Moradias operárias construídas em São Paulo, principalmente nos últimos dois séculos tiveram sua arquitetura e desenho influenciados por modelos herdados tanto da Inglaterra, berço da revolução industrial, como das senzalas, destinadas aos escravos no período anterior à abolição.
“Para melhor compreender como os projetos de vilas operárias se disseminaram pelo território paulista, foi preciso realizar uma investigação bastante ampla, na qual estudamos as origens de diversas habitações”, disse Marcelo Cachioni, pesquisador da Faculdade de Arquitetura e Urbanismo da USP. A partir da análise dessas estruturas foi elaborada a pesquisa “Londres, Lisboa e São Paulo: vigilância, ordem, disciplina e higiene nos espaços de sobrevivência operária”.

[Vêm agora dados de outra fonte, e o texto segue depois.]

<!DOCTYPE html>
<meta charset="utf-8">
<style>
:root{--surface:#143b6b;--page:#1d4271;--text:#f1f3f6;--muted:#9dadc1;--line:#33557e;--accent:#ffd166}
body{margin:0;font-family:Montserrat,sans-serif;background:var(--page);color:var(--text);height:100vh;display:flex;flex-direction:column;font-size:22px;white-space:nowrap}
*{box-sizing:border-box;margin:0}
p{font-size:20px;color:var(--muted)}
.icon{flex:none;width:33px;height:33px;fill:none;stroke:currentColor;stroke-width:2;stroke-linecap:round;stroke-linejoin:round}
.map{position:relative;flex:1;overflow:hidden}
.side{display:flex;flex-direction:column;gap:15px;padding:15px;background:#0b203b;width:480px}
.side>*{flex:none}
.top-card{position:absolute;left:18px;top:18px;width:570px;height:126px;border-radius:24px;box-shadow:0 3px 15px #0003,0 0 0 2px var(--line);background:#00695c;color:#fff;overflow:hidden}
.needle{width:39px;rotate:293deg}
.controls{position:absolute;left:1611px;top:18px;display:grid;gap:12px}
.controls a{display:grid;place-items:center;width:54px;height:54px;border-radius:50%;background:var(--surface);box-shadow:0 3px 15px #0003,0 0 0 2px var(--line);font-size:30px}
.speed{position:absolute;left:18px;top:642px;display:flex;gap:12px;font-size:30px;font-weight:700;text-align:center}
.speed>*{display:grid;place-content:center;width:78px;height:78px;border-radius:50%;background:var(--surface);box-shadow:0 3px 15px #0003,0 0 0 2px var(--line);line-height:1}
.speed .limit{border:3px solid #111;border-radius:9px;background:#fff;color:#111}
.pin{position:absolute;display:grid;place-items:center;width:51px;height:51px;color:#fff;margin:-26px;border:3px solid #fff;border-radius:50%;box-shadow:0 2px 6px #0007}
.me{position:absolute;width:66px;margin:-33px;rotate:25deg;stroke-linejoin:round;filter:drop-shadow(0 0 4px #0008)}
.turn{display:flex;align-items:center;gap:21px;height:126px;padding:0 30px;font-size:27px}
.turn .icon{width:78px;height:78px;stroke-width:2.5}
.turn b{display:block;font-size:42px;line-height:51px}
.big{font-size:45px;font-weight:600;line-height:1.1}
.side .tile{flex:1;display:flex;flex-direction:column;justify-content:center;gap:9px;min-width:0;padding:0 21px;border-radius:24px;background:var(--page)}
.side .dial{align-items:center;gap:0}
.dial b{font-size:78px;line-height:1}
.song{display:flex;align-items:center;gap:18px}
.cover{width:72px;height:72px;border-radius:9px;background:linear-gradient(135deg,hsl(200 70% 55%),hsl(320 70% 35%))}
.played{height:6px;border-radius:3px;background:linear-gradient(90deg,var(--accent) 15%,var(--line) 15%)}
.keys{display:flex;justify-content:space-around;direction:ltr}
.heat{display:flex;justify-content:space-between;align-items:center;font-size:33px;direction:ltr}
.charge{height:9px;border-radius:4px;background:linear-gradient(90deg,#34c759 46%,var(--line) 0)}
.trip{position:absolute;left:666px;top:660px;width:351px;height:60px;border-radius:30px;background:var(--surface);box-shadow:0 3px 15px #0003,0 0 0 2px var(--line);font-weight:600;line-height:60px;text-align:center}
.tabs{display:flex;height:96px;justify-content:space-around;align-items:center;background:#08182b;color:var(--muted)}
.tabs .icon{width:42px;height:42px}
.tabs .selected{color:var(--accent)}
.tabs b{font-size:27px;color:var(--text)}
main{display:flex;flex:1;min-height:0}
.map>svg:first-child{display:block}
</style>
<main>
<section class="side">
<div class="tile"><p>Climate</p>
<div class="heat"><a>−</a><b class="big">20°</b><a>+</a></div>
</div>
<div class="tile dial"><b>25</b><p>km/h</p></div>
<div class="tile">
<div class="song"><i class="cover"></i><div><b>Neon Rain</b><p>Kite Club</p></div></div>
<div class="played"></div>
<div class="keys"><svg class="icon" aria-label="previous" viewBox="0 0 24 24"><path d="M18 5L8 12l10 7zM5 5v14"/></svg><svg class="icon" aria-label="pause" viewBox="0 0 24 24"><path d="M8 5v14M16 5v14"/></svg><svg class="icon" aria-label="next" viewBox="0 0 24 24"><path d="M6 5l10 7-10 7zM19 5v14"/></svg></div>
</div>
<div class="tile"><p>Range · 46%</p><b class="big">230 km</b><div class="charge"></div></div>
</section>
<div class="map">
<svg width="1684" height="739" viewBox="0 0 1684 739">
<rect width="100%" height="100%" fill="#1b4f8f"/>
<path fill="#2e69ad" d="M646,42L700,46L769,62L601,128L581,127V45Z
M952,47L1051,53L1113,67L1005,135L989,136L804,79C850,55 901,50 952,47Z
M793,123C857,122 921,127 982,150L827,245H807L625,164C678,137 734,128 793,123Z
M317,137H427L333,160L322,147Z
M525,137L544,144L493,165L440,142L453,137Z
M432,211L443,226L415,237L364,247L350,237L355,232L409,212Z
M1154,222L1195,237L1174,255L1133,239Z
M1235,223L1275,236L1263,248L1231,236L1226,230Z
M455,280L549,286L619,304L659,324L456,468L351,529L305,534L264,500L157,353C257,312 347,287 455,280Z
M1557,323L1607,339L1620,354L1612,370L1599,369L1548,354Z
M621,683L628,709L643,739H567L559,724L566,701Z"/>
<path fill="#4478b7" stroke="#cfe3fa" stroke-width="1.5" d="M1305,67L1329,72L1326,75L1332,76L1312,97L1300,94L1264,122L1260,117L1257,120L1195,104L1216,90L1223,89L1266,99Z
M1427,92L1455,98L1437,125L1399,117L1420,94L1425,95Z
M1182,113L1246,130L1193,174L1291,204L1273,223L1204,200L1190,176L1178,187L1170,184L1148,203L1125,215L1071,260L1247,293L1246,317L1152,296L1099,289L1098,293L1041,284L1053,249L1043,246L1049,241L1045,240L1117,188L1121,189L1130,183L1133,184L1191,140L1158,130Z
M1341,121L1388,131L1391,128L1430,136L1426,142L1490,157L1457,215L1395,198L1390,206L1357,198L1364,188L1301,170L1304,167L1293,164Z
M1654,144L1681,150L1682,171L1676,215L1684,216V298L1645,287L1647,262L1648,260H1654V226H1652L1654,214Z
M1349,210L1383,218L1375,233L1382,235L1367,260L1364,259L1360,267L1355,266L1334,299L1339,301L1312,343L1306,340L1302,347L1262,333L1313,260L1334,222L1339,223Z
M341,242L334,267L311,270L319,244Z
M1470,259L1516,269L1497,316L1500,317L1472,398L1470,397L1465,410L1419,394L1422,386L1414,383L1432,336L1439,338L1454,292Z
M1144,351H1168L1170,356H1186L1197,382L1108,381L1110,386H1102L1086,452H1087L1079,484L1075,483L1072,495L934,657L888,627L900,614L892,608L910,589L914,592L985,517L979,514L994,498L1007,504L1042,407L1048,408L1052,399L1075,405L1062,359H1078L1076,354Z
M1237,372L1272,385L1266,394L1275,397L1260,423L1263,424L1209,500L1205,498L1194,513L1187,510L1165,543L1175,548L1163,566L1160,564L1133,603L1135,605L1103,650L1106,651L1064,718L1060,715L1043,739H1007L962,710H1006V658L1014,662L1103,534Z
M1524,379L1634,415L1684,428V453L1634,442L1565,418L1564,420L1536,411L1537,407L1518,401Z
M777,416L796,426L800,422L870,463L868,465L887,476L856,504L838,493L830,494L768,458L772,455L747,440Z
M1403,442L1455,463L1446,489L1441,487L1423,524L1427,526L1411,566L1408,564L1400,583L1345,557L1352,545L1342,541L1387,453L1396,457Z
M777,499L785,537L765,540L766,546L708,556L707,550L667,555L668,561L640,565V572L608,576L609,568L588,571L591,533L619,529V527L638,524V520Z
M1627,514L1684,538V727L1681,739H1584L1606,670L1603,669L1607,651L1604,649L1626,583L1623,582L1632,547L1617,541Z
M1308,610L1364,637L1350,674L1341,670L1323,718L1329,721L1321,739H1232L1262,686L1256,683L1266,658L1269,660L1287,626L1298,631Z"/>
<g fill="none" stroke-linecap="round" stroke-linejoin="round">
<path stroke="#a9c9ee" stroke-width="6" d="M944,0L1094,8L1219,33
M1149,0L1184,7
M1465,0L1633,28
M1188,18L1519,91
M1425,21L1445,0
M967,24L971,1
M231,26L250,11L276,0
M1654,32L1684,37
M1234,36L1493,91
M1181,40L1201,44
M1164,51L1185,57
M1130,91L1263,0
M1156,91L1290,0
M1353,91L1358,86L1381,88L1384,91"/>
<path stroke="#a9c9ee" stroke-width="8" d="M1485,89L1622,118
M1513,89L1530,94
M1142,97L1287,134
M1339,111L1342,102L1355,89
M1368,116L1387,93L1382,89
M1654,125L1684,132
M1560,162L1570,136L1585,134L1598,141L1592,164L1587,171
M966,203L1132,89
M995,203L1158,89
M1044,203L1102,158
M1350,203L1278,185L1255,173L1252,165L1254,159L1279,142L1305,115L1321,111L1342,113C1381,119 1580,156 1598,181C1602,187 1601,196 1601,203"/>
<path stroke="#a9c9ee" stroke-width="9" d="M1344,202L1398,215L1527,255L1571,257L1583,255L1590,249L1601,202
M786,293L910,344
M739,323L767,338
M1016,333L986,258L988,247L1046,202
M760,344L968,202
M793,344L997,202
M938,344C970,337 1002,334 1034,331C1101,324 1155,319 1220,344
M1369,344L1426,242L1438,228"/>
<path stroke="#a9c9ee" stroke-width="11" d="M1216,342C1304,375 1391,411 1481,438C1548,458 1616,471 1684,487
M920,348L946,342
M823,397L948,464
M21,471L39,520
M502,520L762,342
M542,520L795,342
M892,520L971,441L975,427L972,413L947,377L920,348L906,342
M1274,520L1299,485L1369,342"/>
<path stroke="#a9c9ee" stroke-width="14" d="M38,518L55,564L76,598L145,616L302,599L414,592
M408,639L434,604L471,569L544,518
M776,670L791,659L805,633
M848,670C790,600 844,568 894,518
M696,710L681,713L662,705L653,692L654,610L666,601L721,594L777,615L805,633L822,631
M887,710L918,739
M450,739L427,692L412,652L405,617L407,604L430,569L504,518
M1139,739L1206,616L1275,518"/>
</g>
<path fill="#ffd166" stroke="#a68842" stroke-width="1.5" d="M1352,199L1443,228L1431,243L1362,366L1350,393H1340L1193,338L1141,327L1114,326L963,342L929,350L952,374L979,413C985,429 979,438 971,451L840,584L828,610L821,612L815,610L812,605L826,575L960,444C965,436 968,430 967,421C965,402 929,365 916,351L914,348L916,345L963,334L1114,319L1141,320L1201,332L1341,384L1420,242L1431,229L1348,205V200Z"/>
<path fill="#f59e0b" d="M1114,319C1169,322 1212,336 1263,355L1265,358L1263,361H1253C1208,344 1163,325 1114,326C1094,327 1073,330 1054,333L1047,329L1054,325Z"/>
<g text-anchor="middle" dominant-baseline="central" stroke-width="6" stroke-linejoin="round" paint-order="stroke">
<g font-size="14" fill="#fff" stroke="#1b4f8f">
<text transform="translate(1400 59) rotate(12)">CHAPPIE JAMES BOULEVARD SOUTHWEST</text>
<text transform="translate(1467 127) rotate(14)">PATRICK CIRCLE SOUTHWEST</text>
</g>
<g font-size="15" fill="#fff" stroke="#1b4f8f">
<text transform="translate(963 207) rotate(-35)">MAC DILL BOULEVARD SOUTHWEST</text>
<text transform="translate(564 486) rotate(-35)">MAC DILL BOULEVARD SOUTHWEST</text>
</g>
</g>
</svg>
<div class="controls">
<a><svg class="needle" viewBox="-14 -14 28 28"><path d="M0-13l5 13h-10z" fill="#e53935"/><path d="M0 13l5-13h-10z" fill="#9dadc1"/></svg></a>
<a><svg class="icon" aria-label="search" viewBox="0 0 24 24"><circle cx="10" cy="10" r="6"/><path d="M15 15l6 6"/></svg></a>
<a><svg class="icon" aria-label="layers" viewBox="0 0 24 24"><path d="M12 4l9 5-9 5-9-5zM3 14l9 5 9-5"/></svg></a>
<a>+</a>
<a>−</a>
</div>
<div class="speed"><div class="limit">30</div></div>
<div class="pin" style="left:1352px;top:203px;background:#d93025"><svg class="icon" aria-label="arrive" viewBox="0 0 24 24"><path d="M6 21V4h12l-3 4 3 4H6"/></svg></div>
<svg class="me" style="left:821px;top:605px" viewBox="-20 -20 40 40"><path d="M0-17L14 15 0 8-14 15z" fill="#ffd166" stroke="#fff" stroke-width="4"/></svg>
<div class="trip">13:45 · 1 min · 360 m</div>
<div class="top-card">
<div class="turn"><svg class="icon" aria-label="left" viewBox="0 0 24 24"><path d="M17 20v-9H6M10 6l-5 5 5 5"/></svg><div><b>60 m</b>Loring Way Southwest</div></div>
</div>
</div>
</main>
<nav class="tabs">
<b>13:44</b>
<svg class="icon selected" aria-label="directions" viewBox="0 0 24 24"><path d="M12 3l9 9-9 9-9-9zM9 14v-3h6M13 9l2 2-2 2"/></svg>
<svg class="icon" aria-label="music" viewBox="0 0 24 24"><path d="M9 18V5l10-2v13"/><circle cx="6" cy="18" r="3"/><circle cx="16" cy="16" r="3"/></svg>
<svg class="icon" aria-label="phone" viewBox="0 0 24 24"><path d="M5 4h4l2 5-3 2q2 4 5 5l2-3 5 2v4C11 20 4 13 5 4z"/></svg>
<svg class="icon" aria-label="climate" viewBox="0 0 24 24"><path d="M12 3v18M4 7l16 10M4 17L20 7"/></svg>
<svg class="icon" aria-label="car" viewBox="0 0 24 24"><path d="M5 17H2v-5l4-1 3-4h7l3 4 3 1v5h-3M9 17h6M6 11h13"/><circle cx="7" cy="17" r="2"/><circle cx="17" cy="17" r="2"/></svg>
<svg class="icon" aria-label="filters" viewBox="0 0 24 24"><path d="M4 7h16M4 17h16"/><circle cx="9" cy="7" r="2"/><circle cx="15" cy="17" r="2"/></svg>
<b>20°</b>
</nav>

A construção das vilas operárias estava muito relacionada à necessidade de mão de obra barata para a crescente industrialização e urbanização da metrópole, fato que levou a soluções muitas vezes não pensadas a longo prazo. De acordo com Marcelo “As unidades eram edificadas basicamente por empreiteiros interessados no lucro dos aluguéis e por empresários paternalistas que ofereciam moradia aos seus funcionários”, aspecto que se relaciona com as estruturas precárias das construções.
O estudo também retratou a intensa relação das vilas operárias brasileiras com as erguidas em Lisboa, que possuem traçado e função social muito semelhantes, ambas construídas em períodos próximos. “Fizemos uma investigação sobre a habitação operária de Lisboa, a partir do estudo de 50 pátios e vilas, com o objetivo de verificar e constatar as influências de modelos habitacionais operários portugueses no Brasil”, disse Marcelo, “por sermos uma ex-colônia operamos de forma semelhante o tratamento dos operários”.

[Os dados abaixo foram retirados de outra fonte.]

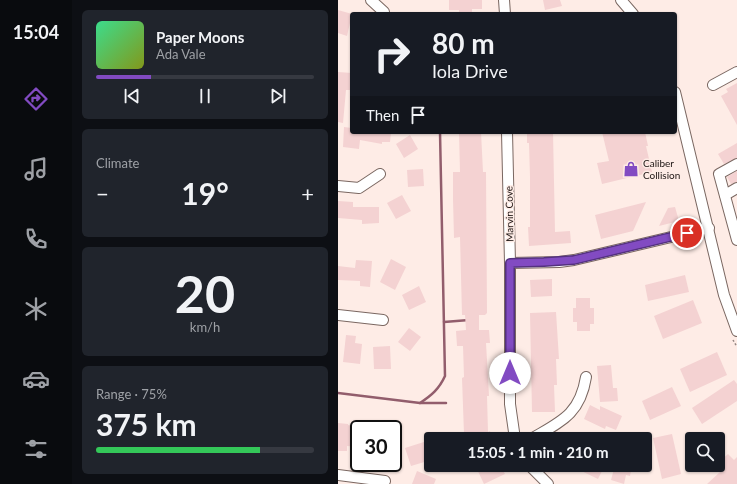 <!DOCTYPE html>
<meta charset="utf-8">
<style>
body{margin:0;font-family:Lato,sans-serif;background:#20242c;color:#f1f3f6;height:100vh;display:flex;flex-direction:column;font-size:15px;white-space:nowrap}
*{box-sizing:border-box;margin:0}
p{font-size:13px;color:#9ea1a6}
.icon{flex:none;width:22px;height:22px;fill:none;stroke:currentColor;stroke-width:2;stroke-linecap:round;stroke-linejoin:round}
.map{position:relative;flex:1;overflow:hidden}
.panel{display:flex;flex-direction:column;gap:10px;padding:10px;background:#0d0f14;width:266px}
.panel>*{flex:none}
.hud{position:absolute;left:12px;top:12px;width:327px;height:122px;border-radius:4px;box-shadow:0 1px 3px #0004;background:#171b24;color:#f1f3f6;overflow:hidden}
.controls{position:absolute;left:347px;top:432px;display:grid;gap:8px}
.controls a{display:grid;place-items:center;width:40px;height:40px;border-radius:4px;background:#171b24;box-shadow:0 1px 3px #0004;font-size:20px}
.speed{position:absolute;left:12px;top:420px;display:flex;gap:8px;font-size:20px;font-weight:700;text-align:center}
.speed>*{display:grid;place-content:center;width:52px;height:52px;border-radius:50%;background:#171b24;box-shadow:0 1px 3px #0004;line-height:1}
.speed .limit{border:2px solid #111;border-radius:6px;background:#fff;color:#111}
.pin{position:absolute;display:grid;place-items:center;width:34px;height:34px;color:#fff;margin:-17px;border:2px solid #fff;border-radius:50%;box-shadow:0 1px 4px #0007}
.me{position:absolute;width:44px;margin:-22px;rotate:0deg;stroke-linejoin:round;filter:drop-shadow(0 0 3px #0008)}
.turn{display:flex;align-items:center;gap:14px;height:84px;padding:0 16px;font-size:18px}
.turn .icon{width:52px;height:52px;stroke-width:2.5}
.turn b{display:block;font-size:28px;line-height:34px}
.then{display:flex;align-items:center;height:38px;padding:0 16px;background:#0003;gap:8px;font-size:15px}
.big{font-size:30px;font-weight:700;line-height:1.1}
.panel .widget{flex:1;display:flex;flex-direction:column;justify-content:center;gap:6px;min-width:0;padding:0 14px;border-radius:6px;background:#20242c}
.panel .dial{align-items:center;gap:0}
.dial b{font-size:52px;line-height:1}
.song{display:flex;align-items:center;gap:12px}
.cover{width:48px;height:48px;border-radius:6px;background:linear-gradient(135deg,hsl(150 70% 55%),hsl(70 70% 35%))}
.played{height:4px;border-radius:2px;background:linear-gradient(90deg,#824bc2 25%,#363941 25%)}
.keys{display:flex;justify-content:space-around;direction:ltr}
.heat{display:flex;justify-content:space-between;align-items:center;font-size:22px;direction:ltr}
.charge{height:6px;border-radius:3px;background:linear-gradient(90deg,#34c759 75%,#363941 0)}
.trip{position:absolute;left:86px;top:432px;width:228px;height:40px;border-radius:4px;background:#171b24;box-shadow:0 1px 3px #0004;font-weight:700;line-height:40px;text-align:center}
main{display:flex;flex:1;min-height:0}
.tabs{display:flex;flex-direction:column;width:72px;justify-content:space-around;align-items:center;background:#090b0e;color:#9ea1a6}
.tabs .icon{width:28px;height:28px}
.tabs .current{color:#824bc2}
.tabs b{font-size:18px;color:#f1f3f6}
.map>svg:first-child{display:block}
</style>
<main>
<nav class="tabs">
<b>15:04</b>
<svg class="icon current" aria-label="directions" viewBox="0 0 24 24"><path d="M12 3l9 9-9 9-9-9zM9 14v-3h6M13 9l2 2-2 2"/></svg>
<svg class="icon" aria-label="music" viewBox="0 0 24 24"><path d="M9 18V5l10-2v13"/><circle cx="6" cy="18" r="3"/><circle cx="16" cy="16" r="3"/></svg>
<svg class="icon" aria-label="phone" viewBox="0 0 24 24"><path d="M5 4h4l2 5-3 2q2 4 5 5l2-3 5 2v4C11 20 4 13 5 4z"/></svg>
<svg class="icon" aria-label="climate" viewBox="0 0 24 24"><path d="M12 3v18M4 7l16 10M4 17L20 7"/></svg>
<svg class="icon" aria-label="car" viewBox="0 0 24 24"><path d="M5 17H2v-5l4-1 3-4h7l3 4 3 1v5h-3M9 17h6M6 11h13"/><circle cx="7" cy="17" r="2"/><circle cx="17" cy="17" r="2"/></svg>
<svg class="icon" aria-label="filters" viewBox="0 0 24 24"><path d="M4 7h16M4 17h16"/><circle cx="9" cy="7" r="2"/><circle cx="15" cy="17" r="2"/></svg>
</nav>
<section class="panel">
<div class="widget">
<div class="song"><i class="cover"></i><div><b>Paper Moons</b><p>Ada Vale</p></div></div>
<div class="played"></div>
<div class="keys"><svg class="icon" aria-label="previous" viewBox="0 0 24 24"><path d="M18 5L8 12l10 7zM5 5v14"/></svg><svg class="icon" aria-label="pause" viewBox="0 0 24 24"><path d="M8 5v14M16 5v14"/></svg><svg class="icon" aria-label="next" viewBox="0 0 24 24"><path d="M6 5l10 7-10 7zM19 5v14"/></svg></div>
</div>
<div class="widget"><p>Climate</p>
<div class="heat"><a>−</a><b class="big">19°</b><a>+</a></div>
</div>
<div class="widget dial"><b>20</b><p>km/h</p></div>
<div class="widget"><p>Range · 75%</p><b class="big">375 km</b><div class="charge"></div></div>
</section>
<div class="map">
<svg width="399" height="484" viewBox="0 0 399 484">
<rect width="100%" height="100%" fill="#feece6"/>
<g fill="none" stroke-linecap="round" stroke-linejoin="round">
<g stroke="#925d6c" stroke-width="2.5">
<path d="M106,322l25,-2"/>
<path d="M0,393l82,10h26"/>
<path d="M82,403c12,-8 19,-14 25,-27l-5,-244"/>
</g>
</g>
<g fill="#f4d2d2">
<path d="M111,0h33v9h-10v5h-13v-4h-10z"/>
<path d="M205,0h17l2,6 -17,4z"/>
<path d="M0,10l14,4 -5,22 -9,-3z"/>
<path d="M0,72l14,1v17h-6l-3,33 -5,-1z"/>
<path d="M399,83v42l-16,-29 7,-4 -2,-3z"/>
<path d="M6,127l8,1v4h39l-1,10h-8v2l-22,-4 -1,9 -16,-2z"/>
<path d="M121,132h22l2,40h3l1,141 -2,2h-6v15h10l1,13h-4l3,53h-2l1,36 2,-1 2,8h-26l-2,-5 -2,-56 2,-1 -1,-31h-6l-1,-15 10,-1 -1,-15h-3l-2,-78 -6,1 -1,-39v-27h7z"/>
<path d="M189,132h26l2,100 15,-1 1,12 -42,3 -1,-19h2v-50l-1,-34h-2z"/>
<path d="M264,132h43l3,14h-2l6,26 -50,12 -5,-21 12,-2z"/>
<path d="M72,135l8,14 -14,9 -8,-14z"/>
<path d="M399,143v15l-13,6 -6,-10z"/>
<path d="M85,169l1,17 -16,1 -1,-17z"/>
<path d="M399,171v11l-6,2 -4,-7z"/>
<path d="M64,195l9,16 -15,8 -9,-16z"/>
<path d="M0,201l15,1v5h26v16l-17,1v-4l-24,-2z"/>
<path d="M308,202l-13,29 -32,8 -6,-24z"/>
<path d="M337,207l4,14 -20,5 9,-18z"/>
<path d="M53,259l15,8 -11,23 -15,-8z"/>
<path d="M18,260l16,1 -2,26 -10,-1v-5l-22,-1v-14l17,2z"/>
<path d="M347,275l4,17 -41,9 -3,-16z"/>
<path d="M214,279v17l-21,1 -1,-17z"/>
<path d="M81,286l7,16 -17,8 -7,-15z"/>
<path d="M238,298h14v10h4v16h-4v7h-13v-9h-4v-14h3z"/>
<path d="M355,300l9,23 -39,16 -9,-23z"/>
<path d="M218,312l3,47h-3l1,26h-3l1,27h-23l-2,-99z"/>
<path d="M71,328l12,9 -11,14 -12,-9z"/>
<path d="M8,335l10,1 -1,7 7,1 -2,20 -17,-2z"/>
<path d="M52,346l1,23h-17l-1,-22z"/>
<path d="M379,352l10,23 -37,17 -10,-23z"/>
<path d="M273,365l2,23h4l1,13 -18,1 -3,-36z"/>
<path d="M396,380l3,4v17l-35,23 -10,-16z"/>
<path d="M334,387l9,19 -31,14 -8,-19z"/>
<path d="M252,405l10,5v-4l22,10 -6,14 -10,-4 -1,3 -21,-10z"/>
<path d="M0,423l10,1v1l11,2v20l-12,-1v5h-9z"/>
<path d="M334,434l9,40 -19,5 -9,-41z"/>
<path d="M89,441l4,12v7l-20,6 -6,-18z"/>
<path d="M390,454l6,6 3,-3v27h-30l13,-12 -5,-6 3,-1v-2z"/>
<path d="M137,465h25l5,9 -21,10z"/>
<path d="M231,465h36l-7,14z"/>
<path d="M277,465h17l-2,11 -4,-1 -2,9 -13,-4z"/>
<path d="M79,471l19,8 -2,5h-22z"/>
</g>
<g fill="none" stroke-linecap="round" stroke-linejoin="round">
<g stroke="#7a6761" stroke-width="12">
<g id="minor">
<path d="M33,0l13,12"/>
<path d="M166,0l1,14"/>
<path d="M283,0l12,14"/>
<path d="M375,85l24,-13"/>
<path d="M337,92l49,203 13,36"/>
<path d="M169,132l3,131v141l5,35"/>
<path d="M399,164l-18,10 18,66"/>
<path d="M0,186l21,2 21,-14"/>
<path d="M387,195l12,-7"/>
<path d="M172,263l49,-1 15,-2 135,-32"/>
<path d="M0,315l45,5"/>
<path d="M193,439c29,-17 49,-24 55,-62"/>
<path d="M191,465l19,19"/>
<path d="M0,475l47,6"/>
</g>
</g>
<path stroke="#938682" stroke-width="1.5" stroke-dasharray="2 2" stroke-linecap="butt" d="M395,340l4,7"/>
<use href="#minor" stroke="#fff" stroke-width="10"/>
</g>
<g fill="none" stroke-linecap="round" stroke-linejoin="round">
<g stroke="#54317e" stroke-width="10">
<path id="route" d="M172,373v-110l34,-1 30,-2 113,-27"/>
</g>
<use href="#route" stroke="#824bc2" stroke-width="7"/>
</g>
<defs>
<g id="shop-bare" transform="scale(1.2)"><path d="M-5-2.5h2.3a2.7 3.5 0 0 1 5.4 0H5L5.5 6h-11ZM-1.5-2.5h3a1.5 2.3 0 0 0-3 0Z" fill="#824bc2" stroke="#feece6" stroke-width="2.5" paint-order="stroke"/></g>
</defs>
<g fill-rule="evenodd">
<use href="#shop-bare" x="293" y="169"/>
</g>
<g text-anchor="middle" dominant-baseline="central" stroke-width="3" stroke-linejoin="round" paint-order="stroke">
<g font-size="10" fill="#1c1412" stroke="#feece6" text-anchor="start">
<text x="305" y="163">Caliber<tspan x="305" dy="12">Collision</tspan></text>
</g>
<g font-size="10" fill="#1c1412" stroke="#feece6">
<text transform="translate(171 214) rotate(-91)">Marvin Cove</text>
</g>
</g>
</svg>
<div class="controls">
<a><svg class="icon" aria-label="search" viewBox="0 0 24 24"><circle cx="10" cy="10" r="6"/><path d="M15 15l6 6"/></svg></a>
</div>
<div class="speed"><div class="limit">30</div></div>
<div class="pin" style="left:349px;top:233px;background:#d93025"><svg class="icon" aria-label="arrive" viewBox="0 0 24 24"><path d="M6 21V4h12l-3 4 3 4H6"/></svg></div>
<svg class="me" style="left:172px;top:373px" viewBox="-20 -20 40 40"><circle r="19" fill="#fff"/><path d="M0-13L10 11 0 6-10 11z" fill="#824bc2"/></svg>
<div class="trip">15:05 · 1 min · 210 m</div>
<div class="hud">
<div class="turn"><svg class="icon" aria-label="right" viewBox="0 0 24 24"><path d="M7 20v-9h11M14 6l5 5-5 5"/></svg><div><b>80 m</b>Iola Drive</div></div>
<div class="then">Then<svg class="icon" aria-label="arrive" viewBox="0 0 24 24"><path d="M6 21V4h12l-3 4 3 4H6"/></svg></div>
</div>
</div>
</main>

No estudo também foram traçadas as influências dos modelos arquitetônicos na vigilância e repressão à organização dos operários, aplicadas tanto pelos patrões quanto pelo estado. A proximidade das vilas operárias com as fábricas nascentes não foi uma escolha relacionada apenas com a mobilidade dos trabalhadores, mas também com a maior facilidade em observar as mobilizações operárias e consequentemente acabar com elas.
“Os projetos, a partir da intervenção governamental, passaram a ser influenciados por uma intenção de controle e vigilância, com vistas à criação de moradores consciente de seus deveres e obrigações sociais”, explica o pesquisador, “também é perceptível a influência direta das diversas teorias sociais, planos urbanísticos e políticas habitacionais repressivas, com raízes europeias, nos espaços criados em São Paulo, incluindo aí os valores altos de aluguel”.